─── AVAILABLE DATA

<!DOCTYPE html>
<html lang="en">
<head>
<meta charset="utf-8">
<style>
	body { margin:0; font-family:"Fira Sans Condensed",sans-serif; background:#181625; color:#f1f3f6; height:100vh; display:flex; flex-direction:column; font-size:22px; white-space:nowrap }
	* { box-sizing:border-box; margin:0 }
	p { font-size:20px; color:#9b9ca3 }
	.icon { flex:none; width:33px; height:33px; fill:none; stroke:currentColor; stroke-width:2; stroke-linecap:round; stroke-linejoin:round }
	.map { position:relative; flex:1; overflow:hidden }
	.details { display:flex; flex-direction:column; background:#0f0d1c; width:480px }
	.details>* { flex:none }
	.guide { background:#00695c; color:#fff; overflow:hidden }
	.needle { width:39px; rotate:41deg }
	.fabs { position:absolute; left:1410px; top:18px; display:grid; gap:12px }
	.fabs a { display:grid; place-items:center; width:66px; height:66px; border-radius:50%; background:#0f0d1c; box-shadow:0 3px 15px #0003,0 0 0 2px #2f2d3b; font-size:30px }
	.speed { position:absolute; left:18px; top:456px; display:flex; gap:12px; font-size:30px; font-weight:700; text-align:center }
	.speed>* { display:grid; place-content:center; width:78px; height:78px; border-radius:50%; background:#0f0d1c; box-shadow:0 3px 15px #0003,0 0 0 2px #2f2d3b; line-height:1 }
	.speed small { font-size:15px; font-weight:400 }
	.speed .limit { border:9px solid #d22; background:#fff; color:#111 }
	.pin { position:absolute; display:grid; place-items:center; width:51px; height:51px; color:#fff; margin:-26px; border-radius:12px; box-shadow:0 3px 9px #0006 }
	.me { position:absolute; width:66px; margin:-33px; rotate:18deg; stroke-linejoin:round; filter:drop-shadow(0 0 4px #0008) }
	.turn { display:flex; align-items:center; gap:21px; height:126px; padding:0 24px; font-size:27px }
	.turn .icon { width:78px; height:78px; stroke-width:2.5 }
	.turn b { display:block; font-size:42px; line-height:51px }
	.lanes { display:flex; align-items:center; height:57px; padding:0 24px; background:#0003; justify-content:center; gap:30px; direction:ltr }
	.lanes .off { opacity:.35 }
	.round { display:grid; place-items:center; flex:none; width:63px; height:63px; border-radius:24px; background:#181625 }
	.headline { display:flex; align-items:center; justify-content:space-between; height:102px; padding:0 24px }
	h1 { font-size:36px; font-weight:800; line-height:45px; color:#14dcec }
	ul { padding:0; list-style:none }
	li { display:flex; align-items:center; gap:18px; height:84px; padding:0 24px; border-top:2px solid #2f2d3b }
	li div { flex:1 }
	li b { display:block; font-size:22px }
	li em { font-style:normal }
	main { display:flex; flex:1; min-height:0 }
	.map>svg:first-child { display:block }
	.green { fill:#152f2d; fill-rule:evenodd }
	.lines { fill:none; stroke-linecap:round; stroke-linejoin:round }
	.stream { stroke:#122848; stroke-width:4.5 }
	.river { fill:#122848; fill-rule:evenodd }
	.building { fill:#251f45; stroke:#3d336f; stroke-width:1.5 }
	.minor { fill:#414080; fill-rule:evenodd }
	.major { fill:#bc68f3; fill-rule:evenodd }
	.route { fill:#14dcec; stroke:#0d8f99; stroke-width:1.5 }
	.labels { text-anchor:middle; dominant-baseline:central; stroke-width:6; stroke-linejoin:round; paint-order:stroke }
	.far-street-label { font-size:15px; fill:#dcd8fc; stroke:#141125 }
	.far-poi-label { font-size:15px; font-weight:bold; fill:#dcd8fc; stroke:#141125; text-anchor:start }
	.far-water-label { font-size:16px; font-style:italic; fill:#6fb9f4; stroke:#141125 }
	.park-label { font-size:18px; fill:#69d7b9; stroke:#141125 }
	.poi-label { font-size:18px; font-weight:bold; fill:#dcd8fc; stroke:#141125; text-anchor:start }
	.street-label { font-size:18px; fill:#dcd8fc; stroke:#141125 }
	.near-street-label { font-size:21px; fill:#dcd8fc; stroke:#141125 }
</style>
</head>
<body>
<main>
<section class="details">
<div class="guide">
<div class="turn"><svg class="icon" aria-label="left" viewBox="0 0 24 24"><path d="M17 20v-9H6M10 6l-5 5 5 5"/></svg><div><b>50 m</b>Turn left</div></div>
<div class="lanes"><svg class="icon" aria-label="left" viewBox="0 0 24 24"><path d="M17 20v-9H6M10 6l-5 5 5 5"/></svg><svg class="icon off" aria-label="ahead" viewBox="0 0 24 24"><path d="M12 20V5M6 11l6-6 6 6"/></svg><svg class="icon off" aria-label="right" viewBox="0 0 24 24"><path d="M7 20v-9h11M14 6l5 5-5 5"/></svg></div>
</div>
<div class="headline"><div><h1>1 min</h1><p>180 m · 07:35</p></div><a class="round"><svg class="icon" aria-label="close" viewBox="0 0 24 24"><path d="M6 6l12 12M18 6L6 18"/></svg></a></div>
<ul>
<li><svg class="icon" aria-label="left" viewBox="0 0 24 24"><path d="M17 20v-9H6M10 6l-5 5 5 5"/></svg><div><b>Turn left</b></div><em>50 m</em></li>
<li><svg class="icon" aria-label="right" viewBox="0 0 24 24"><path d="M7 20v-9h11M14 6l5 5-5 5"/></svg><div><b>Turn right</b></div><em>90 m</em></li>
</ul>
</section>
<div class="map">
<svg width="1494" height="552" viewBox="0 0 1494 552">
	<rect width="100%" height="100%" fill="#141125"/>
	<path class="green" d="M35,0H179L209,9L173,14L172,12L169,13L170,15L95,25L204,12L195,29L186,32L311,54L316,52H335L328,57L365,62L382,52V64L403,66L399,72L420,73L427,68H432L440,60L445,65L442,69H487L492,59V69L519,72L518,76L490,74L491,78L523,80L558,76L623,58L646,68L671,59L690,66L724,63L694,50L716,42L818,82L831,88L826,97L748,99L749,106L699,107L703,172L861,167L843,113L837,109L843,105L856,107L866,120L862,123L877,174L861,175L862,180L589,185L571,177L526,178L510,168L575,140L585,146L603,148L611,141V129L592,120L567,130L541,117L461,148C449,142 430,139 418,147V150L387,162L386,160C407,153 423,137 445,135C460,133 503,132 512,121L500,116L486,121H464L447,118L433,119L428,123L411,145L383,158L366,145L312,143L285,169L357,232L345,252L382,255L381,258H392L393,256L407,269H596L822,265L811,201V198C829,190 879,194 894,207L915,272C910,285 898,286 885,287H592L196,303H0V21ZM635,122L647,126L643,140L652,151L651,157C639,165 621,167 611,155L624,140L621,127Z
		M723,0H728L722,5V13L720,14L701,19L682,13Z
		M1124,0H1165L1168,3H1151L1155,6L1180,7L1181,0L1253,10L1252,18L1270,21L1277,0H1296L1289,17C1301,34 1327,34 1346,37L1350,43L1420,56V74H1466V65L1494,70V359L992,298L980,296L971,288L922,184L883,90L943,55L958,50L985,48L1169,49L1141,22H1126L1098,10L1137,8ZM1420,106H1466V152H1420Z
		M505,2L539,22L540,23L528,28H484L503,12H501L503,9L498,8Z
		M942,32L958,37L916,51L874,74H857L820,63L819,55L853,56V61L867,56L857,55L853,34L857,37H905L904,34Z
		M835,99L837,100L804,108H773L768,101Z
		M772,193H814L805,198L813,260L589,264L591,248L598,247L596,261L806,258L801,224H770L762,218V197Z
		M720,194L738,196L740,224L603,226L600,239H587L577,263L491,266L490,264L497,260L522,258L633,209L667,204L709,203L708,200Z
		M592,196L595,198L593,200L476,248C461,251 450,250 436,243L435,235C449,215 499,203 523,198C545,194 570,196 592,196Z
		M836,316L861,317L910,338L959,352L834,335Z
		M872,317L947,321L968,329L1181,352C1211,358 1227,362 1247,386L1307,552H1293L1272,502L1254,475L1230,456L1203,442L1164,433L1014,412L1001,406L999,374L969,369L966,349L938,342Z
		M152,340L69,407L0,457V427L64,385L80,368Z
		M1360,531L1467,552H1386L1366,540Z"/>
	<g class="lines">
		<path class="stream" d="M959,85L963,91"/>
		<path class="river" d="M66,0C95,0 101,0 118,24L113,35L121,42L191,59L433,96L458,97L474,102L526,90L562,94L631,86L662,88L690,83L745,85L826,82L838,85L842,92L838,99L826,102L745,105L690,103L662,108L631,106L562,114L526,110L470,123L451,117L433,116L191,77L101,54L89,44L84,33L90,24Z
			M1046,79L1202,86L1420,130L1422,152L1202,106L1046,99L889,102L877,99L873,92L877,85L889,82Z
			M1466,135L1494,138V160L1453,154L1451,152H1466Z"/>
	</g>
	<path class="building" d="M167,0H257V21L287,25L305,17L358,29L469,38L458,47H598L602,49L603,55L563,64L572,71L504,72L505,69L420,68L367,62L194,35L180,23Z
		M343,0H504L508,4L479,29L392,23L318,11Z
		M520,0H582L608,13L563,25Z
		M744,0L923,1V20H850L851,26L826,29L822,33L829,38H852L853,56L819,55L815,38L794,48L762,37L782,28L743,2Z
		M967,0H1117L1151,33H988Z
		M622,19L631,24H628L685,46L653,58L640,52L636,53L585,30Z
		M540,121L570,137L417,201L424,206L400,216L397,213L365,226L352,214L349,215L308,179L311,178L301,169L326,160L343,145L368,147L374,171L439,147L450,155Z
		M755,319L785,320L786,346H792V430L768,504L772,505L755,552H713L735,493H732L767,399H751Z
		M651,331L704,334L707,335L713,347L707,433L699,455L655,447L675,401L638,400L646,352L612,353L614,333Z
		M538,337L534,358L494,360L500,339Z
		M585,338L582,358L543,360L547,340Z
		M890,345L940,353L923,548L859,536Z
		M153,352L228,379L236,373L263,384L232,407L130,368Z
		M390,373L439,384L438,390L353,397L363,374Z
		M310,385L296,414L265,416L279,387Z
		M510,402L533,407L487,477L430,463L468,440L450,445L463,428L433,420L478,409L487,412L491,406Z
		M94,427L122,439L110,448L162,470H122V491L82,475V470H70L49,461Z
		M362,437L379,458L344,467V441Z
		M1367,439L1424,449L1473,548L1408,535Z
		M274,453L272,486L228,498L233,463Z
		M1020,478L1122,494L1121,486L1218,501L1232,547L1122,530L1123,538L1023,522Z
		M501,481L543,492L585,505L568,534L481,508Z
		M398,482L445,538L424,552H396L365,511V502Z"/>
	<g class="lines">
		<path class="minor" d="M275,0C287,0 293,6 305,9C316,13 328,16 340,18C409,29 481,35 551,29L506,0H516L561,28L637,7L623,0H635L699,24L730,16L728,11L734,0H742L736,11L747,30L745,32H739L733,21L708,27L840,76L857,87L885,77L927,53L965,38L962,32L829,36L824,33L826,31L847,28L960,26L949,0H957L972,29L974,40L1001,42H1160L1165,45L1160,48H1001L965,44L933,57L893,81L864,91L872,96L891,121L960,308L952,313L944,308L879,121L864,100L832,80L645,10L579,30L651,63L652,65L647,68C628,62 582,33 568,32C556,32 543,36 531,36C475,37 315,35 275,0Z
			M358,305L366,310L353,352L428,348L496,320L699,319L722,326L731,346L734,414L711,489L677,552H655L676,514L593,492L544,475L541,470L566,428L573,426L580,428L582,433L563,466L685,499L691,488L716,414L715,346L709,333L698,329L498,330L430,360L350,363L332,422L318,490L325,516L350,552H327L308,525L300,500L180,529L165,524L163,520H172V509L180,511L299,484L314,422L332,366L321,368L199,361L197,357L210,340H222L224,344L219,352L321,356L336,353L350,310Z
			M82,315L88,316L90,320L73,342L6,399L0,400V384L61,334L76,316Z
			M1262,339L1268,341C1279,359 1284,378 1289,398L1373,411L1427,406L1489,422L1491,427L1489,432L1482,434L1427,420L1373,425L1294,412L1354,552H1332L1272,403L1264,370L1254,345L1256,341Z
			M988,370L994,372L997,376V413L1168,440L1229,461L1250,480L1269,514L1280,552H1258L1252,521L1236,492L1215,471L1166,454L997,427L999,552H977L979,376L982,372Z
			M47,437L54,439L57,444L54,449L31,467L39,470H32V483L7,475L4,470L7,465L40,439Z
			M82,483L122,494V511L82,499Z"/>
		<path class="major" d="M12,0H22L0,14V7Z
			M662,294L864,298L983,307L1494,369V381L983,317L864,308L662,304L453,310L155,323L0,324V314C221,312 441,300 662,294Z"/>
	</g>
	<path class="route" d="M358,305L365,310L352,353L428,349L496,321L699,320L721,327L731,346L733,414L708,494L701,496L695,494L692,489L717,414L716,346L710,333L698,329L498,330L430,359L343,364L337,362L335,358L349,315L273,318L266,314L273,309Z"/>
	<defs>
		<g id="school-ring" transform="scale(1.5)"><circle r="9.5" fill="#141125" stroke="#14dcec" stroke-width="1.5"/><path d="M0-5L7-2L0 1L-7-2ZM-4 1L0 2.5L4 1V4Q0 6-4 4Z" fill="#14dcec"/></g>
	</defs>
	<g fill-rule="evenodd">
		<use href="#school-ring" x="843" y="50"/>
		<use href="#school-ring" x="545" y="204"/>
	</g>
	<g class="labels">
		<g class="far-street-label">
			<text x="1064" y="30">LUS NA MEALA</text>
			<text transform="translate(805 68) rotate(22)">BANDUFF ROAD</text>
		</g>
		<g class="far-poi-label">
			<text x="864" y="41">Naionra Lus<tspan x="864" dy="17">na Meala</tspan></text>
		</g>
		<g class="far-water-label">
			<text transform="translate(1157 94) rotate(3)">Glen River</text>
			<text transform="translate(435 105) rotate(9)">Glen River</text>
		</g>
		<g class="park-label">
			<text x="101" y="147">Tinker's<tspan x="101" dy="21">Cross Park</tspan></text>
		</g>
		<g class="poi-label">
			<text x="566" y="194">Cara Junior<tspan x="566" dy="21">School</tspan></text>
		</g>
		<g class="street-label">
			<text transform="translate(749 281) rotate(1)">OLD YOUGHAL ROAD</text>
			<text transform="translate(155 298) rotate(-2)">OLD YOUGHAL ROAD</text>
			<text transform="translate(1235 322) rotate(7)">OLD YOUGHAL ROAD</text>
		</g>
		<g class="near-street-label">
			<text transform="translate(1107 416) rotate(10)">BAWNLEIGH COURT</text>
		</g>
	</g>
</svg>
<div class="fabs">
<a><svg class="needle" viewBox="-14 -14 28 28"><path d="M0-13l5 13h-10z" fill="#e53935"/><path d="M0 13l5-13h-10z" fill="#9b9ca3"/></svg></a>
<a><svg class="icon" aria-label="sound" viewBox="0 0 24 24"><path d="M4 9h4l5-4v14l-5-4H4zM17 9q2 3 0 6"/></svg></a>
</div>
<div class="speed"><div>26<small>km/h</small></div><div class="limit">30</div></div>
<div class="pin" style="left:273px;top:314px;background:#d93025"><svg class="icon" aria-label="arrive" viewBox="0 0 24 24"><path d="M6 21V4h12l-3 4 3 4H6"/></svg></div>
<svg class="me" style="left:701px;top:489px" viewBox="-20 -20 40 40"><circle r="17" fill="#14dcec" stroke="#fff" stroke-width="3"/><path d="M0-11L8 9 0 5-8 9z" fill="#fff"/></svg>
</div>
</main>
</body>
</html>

──────

**WORK TO COMPLETE**
Within the entries, how many lines contain the word "shadow"? Answer with a number alone.

**EXPECTED OUTPUT**
4